[README] [?HF Repo] [?Web version]
Chinese | English
[2024.03.28] All models and data are uploaded to the Magic Community.
[2023.12.22] We released the technical report YAYI 2: Multilingual Open-Source Large Language Models.
YAYI 2 is a new generation of open source large language model developed by Zhongke Wenge, including Base and Chat versions, with a parameter size of 30B. YAYI2-30B is a large language model based on Transformer, which uses high-quality, multi-language corpus of more than 2 trillion Tokens for pre-training. For general and domain-specific application scenarios, we use millions of instructions for fine-tuning, and use human feedback reinforcement learning methods to better align the model with human values.
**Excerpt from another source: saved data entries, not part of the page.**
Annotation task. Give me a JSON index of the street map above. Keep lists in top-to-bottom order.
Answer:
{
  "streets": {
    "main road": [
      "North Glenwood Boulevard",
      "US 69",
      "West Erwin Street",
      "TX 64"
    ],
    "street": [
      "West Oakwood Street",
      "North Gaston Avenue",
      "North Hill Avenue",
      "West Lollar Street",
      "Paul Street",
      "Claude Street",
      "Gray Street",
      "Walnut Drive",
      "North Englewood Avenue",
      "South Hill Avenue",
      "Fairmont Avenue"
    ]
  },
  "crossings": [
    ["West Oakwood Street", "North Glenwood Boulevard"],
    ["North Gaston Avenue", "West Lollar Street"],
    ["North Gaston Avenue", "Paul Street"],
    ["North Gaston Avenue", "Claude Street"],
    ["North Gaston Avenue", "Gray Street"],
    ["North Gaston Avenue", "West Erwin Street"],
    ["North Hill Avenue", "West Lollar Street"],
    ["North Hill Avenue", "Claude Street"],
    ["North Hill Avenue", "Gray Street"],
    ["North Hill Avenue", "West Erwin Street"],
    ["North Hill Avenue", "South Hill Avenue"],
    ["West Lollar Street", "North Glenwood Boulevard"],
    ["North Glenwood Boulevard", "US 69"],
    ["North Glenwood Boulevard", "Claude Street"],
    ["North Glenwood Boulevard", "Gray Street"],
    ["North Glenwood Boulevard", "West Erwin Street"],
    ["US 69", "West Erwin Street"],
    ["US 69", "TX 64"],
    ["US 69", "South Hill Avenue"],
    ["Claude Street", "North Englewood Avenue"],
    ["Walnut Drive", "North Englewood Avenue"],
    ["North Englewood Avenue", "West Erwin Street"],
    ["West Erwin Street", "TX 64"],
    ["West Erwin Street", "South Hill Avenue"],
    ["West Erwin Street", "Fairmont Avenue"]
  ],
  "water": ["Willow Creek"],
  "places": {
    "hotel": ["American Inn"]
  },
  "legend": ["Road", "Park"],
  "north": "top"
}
The open source model this time is the YAYI2-30B Base model. We hope to promote the development of the Chinese pre-trained large model open source community through the open source of Yayi large models, and actively contribute to this. Through open source, we work with every partner to build the Yayi large model ecosystem.
For more technical details, please read our technical report YAYI 2: Multilingual Open-Source Large Language Models.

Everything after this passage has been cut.